Stored data entries:
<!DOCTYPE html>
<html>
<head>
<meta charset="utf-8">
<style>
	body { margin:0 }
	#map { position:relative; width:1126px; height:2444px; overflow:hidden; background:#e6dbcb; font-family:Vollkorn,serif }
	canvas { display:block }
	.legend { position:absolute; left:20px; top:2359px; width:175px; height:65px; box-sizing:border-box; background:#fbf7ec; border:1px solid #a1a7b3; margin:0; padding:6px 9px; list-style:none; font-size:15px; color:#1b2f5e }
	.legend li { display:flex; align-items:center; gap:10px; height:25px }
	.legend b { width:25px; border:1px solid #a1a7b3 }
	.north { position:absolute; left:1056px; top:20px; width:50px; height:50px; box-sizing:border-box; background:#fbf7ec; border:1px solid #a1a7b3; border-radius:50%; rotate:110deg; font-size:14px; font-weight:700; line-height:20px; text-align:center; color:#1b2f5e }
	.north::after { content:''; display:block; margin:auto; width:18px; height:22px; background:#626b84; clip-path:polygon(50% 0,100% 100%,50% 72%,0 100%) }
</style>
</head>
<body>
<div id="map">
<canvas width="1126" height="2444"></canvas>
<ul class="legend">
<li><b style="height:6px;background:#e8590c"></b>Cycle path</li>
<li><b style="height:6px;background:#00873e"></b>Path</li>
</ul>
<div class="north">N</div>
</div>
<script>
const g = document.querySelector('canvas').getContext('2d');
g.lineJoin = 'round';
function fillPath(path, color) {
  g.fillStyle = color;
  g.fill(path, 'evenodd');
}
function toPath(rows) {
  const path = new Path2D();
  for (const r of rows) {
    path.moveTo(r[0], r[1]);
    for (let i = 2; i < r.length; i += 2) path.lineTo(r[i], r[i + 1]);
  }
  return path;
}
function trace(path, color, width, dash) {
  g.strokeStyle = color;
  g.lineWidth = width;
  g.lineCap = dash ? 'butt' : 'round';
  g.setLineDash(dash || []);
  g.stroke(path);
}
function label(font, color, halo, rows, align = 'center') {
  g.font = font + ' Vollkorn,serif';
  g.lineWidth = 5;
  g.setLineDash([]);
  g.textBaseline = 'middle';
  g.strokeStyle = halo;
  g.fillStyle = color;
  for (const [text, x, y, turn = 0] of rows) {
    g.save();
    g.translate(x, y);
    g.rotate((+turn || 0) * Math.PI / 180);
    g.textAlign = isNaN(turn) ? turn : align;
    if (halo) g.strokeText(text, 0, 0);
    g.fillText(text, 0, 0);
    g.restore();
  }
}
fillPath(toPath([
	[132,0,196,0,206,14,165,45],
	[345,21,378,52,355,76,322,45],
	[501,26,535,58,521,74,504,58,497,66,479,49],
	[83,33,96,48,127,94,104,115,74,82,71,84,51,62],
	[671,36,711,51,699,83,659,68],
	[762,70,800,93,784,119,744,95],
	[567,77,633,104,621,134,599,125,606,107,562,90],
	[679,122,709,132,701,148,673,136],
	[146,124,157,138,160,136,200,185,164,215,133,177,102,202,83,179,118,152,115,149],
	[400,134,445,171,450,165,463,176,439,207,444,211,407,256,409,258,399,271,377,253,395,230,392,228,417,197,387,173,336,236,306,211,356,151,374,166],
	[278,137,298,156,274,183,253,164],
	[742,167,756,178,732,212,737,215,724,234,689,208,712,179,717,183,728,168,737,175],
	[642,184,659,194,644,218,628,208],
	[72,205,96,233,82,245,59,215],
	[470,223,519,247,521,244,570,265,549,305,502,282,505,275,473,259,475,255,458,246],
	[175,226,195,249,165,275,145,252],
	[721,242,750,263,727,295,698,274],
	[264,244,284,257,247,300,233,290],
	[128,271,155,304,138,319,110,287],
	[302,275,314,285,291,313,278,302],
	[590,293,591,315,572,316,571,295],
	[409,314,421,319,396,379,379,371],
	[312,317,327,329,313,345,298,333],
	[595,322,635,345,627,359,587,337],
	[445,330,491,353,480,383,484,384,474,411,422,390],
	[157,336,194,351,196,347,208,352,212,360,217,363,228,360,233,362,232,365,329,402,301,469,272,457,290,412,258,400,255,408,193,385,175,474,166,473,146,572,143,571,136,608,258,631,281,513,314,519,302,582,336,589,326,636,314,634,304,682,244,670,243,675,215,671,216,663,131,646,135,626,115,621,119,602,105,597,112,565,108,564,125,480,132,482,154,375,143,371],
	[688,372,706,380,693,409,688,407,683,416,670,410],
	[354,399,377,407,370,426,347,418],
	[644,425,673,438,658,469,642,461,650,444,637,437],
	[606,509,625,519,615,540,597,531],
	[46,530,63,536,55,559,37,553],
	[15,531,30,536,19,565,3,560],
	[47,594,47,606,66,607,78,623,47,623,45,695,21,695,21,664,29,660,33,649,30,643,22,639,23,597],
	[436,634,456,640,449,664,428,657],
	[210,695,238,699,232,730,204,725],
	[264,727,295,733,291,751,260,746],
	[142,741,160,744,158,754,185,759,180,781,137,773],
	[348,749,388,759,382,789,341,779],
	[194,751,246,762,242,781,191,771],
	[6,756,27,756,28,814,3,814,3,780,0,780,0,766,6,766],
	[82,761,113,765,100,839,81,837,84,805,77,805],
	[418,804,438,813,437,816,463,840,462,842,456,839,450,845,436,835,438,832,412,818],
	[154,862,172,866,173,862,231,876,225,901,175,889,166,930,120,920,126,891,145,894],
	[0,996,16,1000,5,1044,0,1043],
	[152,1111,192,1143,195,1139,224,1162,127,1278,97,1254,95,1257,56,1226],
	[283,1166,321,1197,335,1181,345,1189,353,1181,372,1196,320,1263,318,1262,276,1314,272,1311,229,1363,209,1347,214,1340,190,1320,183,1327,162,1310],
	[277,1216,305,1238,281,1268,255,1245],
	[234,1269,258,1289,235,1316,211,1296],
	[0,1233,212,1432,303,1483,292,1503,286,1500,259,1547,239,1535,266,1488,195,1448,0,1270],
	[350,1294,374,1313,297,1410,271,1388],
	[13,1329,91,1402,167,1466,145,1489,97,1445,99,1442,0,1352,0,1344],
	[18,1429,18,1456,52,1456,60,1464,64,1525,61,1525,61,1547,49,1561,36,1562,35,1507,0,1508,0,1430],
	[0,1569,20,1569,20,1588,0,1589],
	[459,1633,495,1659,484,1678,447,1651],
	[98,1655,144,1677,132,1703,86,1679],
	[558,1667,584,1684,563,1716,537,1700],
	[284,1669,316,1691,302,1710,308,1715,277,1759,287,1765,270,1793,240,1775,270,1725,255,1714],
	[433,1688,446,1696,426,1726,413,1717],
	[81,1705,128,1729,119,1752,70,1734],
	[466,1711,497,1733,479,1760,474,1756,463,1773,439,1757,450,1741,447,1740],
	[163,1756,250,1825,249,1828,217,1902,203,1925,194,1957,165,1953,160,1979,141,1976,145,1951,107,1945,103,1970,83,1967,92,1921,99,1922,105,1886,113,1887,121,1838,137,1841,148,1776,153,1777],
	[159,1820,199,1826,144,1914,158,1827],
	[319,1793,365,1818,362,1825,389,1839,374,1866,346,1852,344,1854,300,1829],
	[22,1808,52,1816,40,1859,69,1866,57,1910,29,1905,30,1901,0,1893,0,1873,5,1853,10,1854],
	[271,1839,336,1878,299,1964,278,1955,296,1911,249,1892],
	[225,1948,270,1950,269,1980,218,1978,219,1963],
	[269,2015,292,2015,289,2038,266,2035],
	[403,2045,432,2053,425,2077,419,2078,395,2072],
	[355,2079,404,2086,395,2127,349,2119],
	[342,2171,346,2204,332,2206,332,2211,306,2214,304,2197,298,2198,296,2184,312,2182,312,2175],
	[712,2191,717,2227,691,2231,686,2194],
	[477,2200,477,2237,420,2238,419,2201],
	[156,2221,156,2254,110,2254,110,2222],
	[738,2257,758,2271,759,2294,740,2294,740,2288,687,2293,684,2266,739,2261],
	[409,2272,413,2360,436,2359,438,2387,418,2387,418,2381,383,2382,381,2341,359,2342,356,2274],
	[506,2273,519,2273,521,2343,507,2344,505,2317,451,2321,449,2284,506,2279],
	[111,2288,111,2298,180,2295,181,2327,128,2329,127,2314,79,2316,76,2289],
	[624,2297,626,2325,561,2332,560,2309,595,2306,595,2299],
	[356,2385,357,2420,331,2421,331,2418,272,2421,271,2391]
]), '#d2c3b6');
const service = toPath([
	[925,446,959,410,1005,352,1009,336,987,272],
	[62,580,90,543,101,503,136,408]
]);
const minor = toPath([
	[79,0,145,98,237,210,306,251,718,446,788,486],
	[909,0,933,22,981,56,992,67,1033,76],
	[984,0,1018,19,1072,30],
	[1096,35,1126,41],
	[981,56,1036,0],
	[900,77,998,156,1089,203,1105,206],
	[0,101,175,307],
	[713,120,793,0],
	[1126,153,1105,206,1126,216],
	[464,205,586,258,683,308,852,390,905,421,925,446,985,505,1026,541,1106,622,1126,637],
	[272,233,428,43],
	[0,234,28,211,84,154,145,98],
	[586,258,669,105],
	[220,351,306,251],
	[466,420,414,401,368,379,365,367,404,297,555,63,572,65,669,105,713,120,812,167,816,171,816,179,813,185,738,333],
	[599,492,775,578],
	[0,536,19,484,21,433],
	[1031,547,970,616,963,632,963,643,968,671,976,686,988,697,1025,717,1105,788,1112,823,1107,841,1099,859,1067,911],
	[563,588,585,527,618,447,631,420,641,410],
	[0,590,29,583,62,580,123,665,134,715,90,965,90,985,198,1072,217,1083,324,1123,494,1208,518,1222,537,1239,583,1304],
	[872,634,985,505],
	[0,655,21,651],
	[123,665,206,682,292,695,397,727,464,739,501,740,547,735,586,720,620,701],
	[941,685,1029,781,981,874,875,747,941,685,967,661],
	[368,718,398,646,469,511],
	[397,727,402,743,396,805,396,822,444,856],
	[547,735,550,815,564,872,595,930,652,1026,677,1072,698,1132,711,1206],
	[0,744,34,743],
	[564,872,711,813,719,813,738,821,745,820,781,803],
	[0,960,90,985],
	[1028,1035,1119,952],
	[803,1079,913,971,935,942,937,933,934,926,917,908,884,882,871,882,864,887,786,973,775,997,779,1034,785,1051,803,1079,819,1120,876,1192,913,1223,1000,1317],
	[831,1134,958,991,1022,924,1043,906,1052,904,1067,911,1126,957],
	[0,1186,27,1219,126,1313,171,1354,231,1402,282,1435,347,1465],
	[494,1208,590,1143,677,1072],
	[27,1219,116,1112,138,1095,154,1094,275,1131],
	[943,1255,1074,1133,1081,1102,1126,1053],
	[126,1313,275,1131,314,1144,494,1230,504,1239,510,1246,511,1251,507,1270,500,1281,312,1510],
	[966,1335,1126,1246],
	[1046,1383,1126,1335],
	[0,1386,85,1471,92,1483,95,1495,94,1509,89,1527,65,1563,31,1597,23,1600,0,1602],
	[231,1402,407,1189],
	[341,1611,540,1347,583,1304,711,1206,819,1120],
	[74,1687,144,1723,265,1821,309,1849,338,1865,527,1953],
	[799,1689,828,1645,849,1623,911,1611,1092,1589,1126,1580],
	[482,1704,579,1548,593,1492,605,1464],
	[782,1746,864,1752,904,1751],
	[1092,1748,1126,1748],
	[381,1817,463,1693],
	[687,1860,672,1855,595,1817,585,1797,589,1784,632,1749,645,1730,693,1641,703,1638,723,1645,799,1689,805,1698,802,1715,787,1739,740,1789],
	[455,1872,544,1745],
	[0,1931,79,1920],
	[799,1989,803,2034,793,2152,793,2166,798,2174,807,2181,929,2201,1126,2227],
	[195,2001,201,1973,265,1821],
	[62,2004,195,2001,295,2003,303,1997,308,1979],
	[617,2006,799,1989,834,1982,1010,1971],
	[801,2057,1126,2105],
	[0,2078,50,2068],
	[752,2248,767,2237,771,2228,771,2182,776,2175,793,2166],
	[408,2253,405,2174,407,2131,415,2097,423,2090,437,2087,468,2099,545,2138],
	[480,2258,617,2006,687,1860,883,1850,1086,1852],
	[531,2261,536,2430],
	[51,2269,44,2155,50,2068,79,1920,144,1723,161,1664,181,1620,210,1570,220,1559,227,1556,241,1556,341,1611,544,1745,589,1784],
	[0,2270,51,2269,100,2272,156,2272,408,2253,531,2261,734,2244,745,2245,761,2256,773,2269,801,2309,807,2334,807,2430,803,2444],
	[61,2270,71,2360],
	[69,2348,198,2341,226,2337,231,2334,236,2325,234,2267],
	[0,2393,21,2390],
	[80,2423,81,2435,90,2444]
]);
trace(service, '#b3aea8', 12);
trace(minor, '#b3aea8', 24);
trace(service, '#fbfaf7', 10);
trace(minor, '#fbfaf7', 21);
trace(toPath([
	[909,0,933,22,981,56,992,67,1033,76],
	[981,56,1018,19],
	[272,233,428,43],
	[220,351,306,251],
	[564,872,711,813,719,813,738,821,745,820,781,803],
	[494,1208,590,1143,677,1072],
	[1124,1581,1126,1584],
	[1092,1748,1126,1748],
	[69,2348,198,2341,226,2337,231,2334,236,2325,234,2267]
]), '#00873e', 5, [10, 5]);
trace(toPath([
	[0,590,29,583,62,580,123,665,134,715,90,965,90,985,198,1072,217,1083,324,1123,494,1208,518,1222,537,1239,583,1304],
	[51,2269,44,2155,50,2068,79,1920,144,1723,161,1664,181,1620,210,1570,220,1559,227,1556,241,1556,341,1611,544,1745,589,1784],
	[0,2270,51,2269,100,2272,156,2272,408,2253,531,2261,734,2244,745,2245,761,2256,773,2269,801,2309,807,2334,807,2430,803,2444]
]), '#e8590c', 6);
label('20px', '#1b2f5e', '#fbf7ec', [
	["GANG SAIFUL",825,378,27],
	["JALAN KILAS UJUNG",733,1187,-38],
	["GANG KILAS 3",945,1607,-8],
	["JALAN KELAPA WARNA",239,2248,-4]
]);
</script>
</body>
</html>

● **REQUIREMENT**: Only a number is wanted here: the tally of lines in the entries that include the word "canvas".

● **RESPONSE FOR THIS EXERCISE**: 3